Topeka In a parting shot, the Republican-dominated House on Thursday voted to override four of Gov. Bill Graves' vetoes.
Graves, a Republican, was spared the embarrassment of a full-fledged GOP mutiny when the Senate saved Graves' vetoes by refusing to go along with the House.
It was a fitting end to the 2001 legislative session, which was marked by Graves' inability to lead his fellow Republicans, who hold substantial majorities in the House and Senate.
Asked for his response to the House action, Graves said, "I had pizza and a Pepsi. ... I mean you know ... sometimes the House is hard to figure out."
He added, "We're pleased that the Legislature is officially adjourned."
Earlier in the session, Graves wanted a general tax increase for public schools. But Republicans, led by House Speaker Kent Glasscock, R-Manhattan, shot that down.
The governor also wanted several smaller tax hikes to help balance the budget after revenue projections spiraled downward.
Again, he was cut off by House Republicans.
After the Legislature adjourned May 8, following a record 13-day wrap-up session, Graves vetoed 22 budget reductions.
The cuts he vetoed were shortsighted and arbitrary, he said.
Thursday, lawmakers returned to the Capitol in droves on what is generally a sparsely attended ceremonial last day of the session.
More than 100 of 125 House members, and 31 of 40 senators returned for the veto showdown.
The House collected the needed two-thirds majority in four of seven override votes. The overrides, supported by Republicans and Democrats, would have cut $2.7 million in state funds that Graves had returned to the budget.
Glasscock said the House action reflected a difference of opinion with Graves.
"This is no more a slap of the governor as his vetoes were a slap at us," he said.
House Democratic Leader Jim Garner of Coffeyville said he voted to override because Graves' vetoes put too much spending back into the budget and would leave lawmakers in a bigger budget hole next session.
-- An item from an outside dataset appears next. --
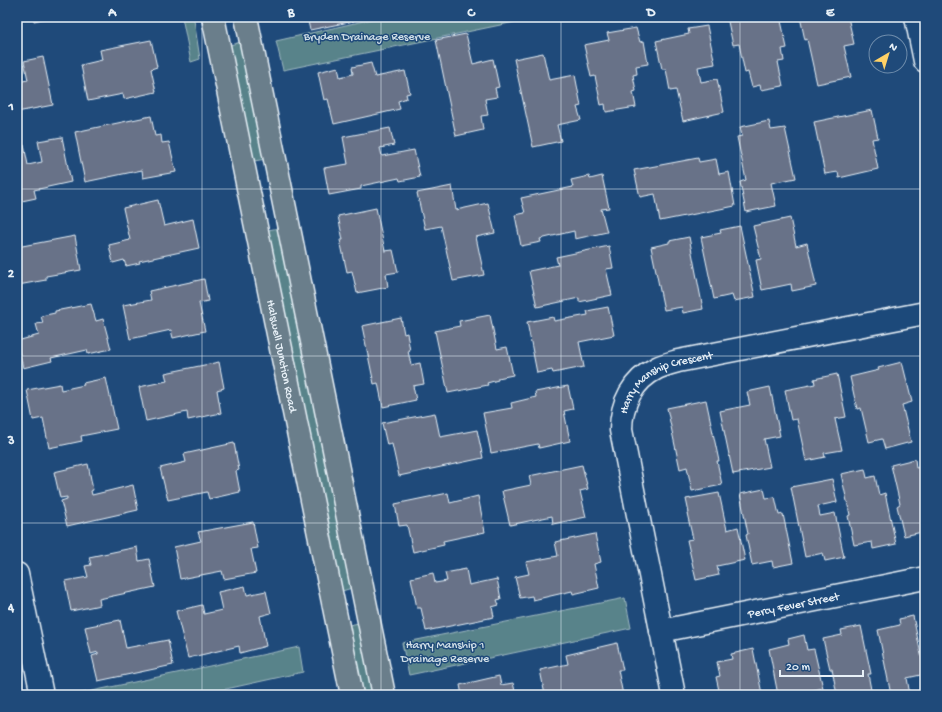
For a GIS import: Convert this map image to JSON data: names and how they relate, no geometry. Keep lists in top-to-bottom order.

But the House override votes were quickly rejected by the Senate.
Senate President Dave Kerr, R-Hutchinson, seemed disgusted by the House votes.
"The Republican Senate was very willing to line up behind the Republican governor and say we want to work with you, not only this year but next year, too."
He said the House overrides did not produce any significant savings in a $9.1 billion budget.
The overrides would have canceled $300,000 in longevity bonuses for some state employees, cut $1.3 million from the Kansas Department of Administration and $1.1 million for equipment in the Department of Revenue. Another override would have restored $525,000 in tobacco funds for juvenile services.